Jin Ki Tao : wkwkwkwkwk, KrisTao itu couple jjang! Pasti bisa kalo ama masalah yg begini doing XD

BabySuDo : Ya Tao, nanti pulangnya bawa oleh2 yaXD *dibekep Kris*

carkipul94: hohoho~ dipisahin dikit tak ape apelah XD

Jiway137 : ne Tao, Kris disini aku yang menjaganya XD *diwushuTao*

BbuingBbuing137: gyaaa~! Jangan chingu, nanti masuk Koran XD *plakplak*. Kris diriku yang menjaganya XD *dilemparTao*

Choi Sooyeon : baru sadar ya chingu? Aku jg baru sadar Kris oppa romantic banget dibalik wajahnya yang sedingin api, dan sepanas gunung es XDD *maksudlo?

Jisaid: ne, ini udah dilanjut kok XD

meyminimin : Pororo it kok mrip sm karakter a d Keroro y XDD *plakplak*. Diantara mereka, ada diriku yang mengejar XD *Ea bahasanya

blue minra: kalo terlalu mundur, ada paku dibelakang *pengalaman sendiri kalo terlalu mundur motornya, ada paku dibelakang -_-

miyazaki aika : ne ne, gwaenchana. It msih bsa review XD. chap ini panjang? Liat dulu deh XD

halliypanda: ne~! mereka itu couple tercucok yang pernah ada XD. semua EXOtics tuh pasti kenal sm TaoRis.
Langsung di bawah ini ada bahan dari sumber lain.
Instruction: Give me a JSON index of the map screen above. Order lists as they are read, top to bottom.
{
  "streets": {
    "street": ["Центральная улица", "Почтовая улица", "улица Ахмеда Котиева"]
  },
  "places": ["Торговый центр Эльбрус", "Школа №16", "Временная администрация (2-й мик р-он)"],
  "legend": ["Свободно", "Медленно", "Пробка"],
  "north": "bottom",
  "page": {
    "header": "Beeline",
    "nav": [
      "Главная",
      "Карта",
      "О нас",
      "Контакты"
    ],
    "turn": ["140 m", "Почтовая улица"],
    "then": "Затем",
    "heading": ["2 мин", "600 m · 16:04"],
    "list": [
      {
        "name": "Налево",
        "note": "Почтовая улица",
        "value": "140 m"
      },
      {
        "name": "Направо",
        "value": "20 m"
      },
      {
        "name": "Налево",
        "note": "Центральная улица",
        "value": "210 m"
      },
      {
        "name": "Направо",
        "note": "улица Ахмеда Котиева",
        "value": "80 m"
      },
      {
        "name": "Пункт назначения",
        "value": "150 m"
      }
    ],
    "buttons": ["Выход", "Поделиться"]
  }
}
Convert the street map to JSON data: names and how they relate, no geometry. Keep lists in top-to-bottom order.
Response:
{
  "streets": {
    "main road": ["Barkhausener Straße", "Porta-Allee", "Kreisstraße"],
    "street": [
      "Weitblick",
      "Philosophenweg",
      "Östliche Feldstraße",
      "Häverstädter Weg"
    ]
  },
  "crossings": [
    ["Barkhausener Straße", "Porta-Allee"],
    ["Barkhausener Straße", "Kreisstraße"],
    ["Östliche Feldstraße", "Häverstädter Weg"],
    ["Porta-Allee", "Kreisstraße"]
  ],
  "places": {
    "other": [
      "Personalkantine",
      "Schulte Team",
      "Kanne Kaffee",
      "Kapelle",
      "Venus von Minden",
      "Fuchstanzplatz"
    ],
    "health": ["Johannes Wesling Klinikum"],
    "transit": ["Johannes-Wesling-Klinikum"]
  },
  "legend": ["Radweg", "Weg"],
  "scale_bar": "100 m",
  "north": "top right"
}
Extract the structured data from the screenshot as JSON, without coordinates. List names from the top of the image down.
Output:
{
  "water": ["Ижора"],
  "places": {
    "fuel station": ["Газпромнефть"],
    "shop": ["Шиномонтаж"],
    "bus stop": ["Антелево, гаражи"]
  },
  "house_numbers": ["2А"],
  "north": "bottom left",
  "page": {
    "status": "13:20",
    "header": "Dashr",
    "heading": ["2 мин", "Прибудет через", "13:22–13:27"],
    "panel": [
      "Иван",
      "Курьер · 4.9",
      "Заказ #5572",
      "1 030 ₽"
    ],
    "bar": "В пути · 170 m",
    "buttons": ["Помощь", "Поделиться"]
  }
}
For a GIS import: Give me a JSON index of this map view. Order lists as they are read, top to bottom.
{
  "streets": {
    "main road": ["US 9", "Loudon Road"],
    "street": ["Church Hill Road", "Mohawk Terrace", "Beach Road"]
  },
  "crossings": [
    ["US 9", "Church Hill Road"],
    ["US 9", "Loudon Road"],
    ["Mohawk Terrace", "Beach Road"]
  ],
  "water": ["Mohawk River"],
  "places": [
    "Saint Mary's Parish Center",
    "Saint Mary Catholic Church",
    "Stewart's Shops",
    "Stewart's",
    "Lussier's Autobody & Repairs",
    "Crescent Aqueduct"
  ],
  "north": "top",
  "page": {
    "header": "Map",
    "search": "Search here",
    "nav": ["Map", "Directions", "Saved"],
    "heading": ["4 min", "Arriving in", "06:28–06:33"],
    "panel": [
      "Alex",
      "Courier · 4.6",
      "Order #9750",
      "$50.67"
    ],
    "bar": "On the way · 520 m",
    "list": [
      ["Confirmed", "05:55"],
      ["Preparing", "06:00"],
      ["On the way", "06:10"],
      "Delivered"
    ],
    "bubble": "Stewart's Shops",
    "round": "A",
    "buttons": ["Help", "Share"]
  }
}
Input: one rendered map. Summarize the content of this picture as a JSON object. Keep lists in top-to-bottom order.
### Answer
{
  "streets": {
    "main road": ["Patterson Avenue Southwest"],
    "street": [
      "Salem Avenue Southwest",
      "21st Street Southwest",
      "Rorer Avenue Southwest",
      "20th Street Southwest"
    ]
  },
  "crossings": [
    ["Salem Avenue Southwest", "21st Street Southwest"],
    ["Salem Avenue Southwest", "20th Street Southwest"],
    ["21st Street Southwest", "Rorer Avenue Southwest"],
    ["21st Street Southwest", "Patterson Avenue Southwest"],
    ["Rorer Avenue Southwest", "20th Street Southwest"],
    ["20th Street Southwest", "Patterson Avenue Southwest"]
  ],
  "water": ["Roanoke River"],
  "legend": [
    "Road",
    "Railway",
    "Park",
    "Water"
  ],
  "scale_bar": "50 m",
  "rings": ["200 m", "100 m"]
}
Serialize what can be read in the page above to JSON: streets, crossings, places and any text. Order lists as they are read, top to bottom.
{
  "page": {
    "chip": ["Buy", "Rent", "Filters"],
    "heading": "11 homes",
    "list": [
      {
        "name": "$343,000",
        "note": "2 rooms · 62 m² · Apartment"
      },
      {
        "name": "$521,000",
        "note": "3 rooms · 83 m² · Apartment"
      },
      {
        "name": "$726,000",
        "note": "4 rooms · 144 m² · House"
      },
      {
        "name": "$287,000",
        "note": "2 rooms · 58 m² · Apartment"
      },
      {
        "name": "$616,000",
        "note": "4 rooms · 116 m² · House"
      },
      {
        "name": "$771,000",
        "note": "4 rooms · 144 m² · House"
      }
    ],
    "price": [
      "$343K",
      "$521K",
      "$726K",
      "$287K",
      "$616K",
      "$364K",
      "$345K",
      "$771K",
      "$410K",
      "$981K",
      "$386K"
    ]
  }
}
Couple yg terkenal it pasti TaoRis *ngotot**ditendang

min neul rin : tak ape apelah chingu, demi Tao XD

Muthiara9105 : ne, in udh dilanjut ^^

Septaaa : galau itu bukannya galau pasir yang buat manisin minuman itu ya XD?. in udh d lanjut ^^

Nah, mari kita langsung saja mulai FFnya ^^

tolong tetap beri saya review anda *bow*

.

.

Oke, tanpa banyak bacot, mari kita langsung saja.

.

.

.

.

DON'T LIKE, DON'T READ!

.

.

I TOLD YOU BEFORE!

.

.

IF YOU HATE YAOI, BETTER IF U NOT READ MY FIC!

.

.

RAICHI

.

.

.

.

Pagi ini udara terasa begitu dingin. Walau matahari yang hangat sudah membagi hangatnya pada dunia, udara terasa dingin saat itu.

Tao terduduk didalam ruangannya. Matanya tertuju kedepan. Pikirannya hanya satu, yaitu meninggalkan Kris demi dirinya yang akan melihat dunia lagi dan tentu saja dapat melihat Kris.

"Hiks…aku tidak mau berpisah dengan Kris-ge…" isak Tao yang menunduk. Hatinya pedih.

Belum lama, ruangan Tao terbuka dan menampakan seorang yeoja cantik yang membawa troli berisi sarapannya.

"Tao? Kenapa kau menangis? Bukankah hari ini kau akan berangkat ke California? Kau harusnya tersenyum bahagia karna kau akan melihat dunia lagi." ucap Victoria yang menyiapkan sarapan Tao. Tao menghapus air matanya lalu menarik napas.

"Biar aku tebak, tentang Kris, bukan?" tebak Vic sambil memberi senyum manisnya. Tao mengangguk. Victoria tersenyum. Dia duduk disamping tempat tidur Tao. Vic mengambil tangan Tao. "Gwaenchana, Kris pasti bisa mengerti. Aku yakin, karna dia mencintaimu, dia akan membiarkanmu pergi demi impianmu agar bisa melihat dunia, lagi." ucap Victoria. Tanpa diduga, setetes airmata lolos dari Tao.

"Tapi…bagaimana kalau dia jatuh cinta dengan yang lain? Waktu setengah tahun begitu lama, Noona..hiks.." tangis Tao. Vic mengelus tangan Tao.

"Jangan pernah berpikir begitu. Kalau aku lihat, Kris begitu mencintaimu. Aku yakin, tuhan tidak akan tega melihatmu tersakiti berkali-kali. Kau percaya akan ada keajaiban, bukan? Nah, untuk mendapatkan keajaiban atau mungkin malah mukjizat, kau harus mengorbankan sesuatu. Dan kau harus mengorbankan Kris untuk kau tinggal di Korea selama setengah tahun. Itulah yang sering disebut bayaran untuk sebuah mukjizat." Jelas Vic. Tao menunduk lalu mengangguk pelan. Tanda kalau dia paham. Vic tersenyum. "Nah, sekarang ayo sarapan." Ucap Vic lagi. Tao mengangguk lalu mulai menikmati sarapannya.

.

.

.

.

Tao terlihat sedang duduk ditaman belakang rumah sakit itu.

Ya, baginya taman belakang rumah sakit ini adalah surga. Dengan hanya dirinya dan Kris yang ada didalamnya. Layaknya Adam dan Hawa.

Tinggal disana, hidup berdua disana. Disurga.

Tao menghela nafas. Bagaimana caranya dia mengatakannya dengan Kris-gege?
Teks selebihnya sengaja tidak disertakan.